Haines business owners and managers who responded this past spring to a Southeast-wide economic outlook survey were among the most pessimistic in the region.
Just over two-thirds of Haines businesses expected the next 12 months to range from bad to much worse.
Cruise ship-dependent Skagway was the leader in Southeast for a glum outlook, with almost 75% checking the boxes for bad to worse. Hoonah, also heavily reliant on large cruise ships, was just behind Haines with its economically depressed outlook.
The survey results did not surprise Sally Andersen, executive director of the Haines Economic Development Corp.
Juneau-based Rain Coast Data conducted the survey for the Southeast Conference, a coalition of chambers of commerce and local governments from across the region.

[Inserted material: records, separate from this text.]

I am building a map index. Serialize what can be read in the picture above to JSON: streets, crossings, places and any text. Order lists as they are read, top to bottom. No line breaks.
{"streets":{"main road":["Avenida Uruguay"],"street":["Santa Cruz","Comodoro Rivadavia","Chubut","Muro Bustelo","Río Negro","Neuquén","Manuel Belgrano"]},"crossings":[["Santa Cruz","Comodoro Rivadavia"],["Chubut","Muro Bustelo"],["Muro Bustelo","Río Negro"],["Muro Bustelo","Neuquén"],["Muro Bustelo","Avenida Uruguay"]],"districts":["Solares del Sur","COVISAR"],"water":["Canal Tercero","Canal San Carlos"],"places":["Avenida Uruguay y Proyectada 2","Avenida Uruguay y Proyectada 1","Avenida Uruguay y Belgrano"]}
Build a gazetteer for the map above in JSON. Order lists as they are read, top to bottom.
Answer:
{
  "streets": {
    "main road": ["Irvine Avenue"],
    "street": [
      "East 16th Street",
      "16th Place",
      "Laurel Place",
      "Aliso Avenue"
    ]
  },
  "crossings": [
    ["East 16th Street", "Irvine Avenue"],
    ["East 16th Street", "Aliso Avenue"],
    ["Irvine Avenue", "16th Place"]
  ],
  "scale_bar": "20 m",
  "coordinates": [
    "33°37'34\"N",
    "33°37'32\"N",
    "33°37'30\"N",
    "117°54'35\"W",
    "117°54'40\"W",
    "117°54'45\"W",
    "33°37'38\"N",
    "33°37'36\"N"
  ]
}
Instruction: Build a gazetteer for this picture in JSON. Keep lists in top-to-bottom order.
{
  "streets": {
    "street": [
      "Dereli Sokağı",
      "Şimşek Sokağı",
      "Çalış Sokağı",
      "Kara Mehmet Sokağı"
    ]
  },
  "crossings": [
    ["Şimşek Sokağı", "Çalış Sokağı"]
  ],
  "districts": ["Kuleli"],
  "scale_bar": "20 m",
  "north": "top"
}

The survey showed Haines was in second place, losing 25% of its jobs and wages in the pandemic-induced slowdown in 2020. Skagway was the Southeast leader for bad economic news, losing more than 40% of its jobs and wages from 2019 to 2020.
The drop in employment is an indication that Haines is more dependent on cruise ships and tourists than some people may think, Andersen said Tuesday. “I guess those cruise ships are more important to our economy than we thought.”
Though some smaller ships called on Haines this summer, it was a fraction of pre-pandemic levels.
Cutbacks to the state ferry schedule, and the “ups and downs” of its service dependability, also added to the weak numbers for Haines, Andersen said, as did the 2020-2021 closure of the U.S.-Canada border. “The road is still only one way,” she said, allowing U.S. citizens into Canada but not the other way around.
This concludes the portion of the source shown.